Peter Korsgaard March 13, 2020, 4:15 p.m. UTC | #3
>>>>> "Thomas" == Thomas De Schampheleire <patrickdepinguin@gmail.com> writes:

 > From: Thomas De Schampheleire <thomas.de_schampheleire@nokia.com>
 > The package instrumentation step 'step_pkg_size' is populating the files:
 >     output/build/packages-file-list.txt
 >     output/build/packages-file-list-staging.txt
 >     output/build/packages-file-list-host.txt
 > by comparing the list of files before and after installation of a package,
 > with some clever tricks to detect changes to existing files etc.
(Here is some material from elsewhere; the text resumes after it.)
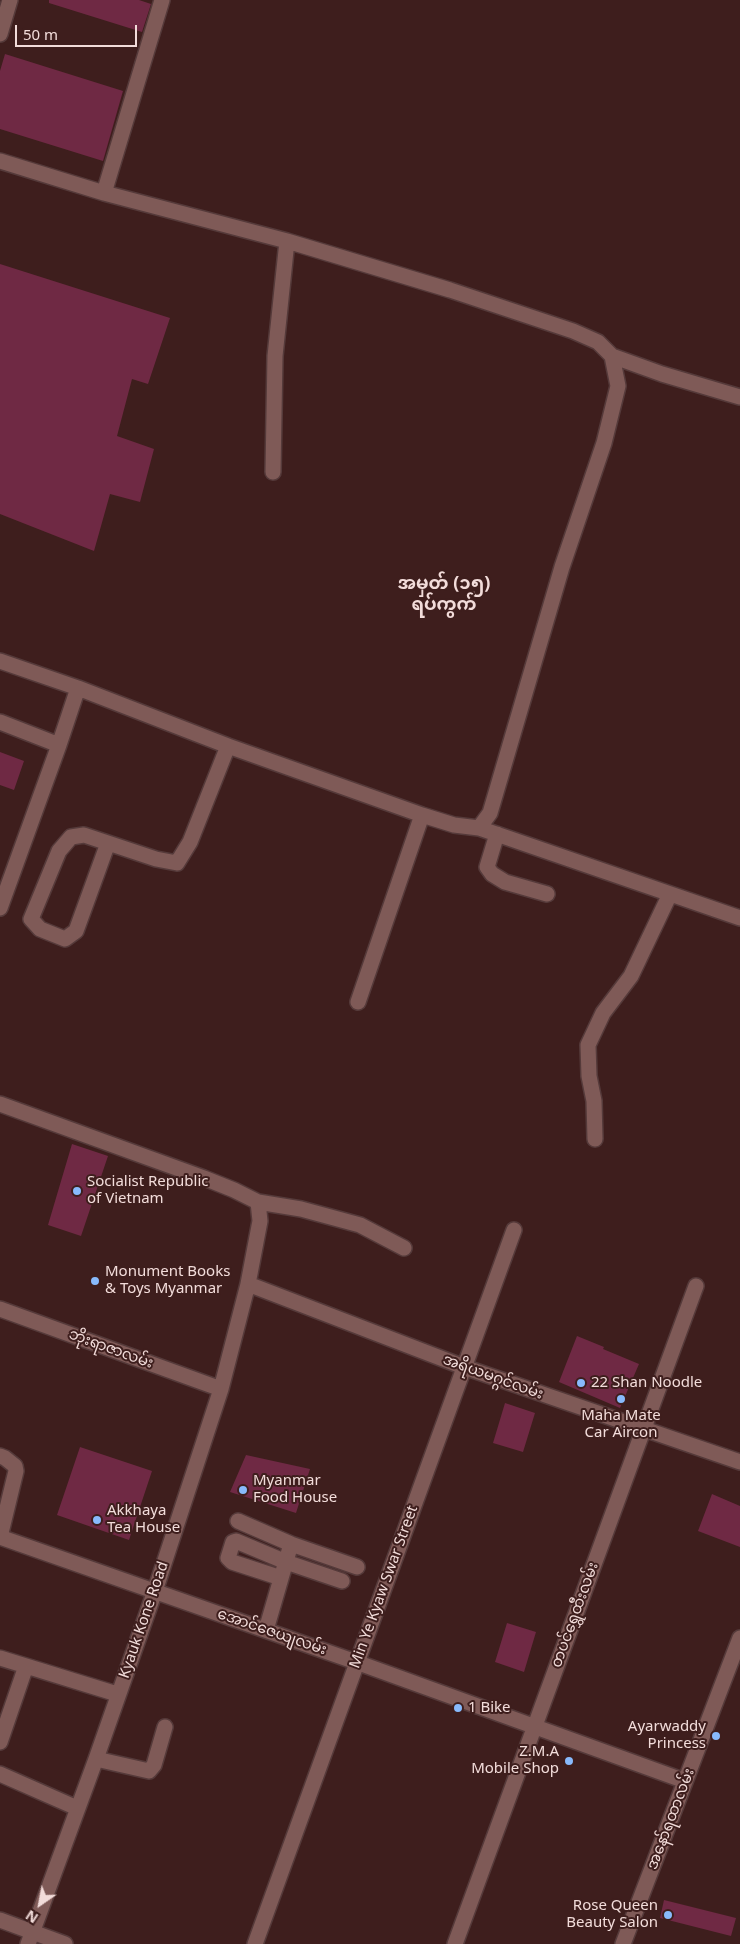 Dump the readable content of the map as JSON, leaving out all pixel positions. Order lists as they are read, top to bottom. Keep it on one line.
{"streets":{"street":["ဘိုးရာဇာလမ်း","အရိယမဂ္ဂင်လမ်း","Min Ye Kyaw Swar Street","တပင်ရွှေထီးလမ်း","Kyauk Kone Road","အောင်ဇေယျလမ်း","အနော်ရထာလမ်း"]},"crossings":[["ဘိုးရာဇာလမ်း","Kyauk Kone Road"],["အရိယမဂ္ဂင်လမ်း","Min Ye Kyaw Swar Street"],["အရိယမဂ္ဂင်လမ်း","တပင်ရွှေထီးလမ်း"],["အရိယမဂ္ဂင်လမ်း","Kyauk Kone Road"],["Min Ye Kyaw Swar Street","အောင်ဇေယျလမ်း"],["တပင်ရွှေထီးလမ်း","အောင်ဇေယျလမ်း"],["Kyauk Kone Road","အောင်ဇေယျလမ်း"],["အောင်ဇေယျလမ်း","အနော်ရထာလမ်း"]],"districts":["အမှတ် (၁၅) ရပ်ကွက်"],"places":["Socialist Republic of Vietnam","Monument Books & Toys Myanmar","22 Shan Noodle","Maha Mate Car Aircon","Myanmar Food House","Akkhaya Tea House","1 Bike","Ayarwaddy Princess","Z.M.A Mobile Shop","Rose Queen Beauty Salon"],"scale_bar":"50 m","north":"bottom left"}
 > As an optimization, instead of gathering this list before and after each
 > package, where the 'after-state' of one package is the same as the
 > 'before-state' of the next package, only the 'after-state' is used and
 > is shared between packages.

 > This works fine, except at the end of the build, as explained next.

 > In the target-finalize step, many files will be touched. For example, files
 > like /etc/hosts, /etc/os-release, but also all object files that are
 > stripped, and all files touched by post-build scripts or created by rootfs
 > overlays. This means that the 'after-state' of the last package does not
 > reflect the actual situation after target-finalize is run.

 > For a single complete build this poses no problem. But, if one incrementally
 > rebuilds a package after the initial build, e.g. with 'make foo-rebuild',
 > then all changes that happened in target-finalize at the end of the initial
 > build (the 'after-state' of the last package built) will be detected as
 > changes caused by the rebuild of package foo. As a result, all these files
 > will incorrectly be treated as 'owned' by package foo.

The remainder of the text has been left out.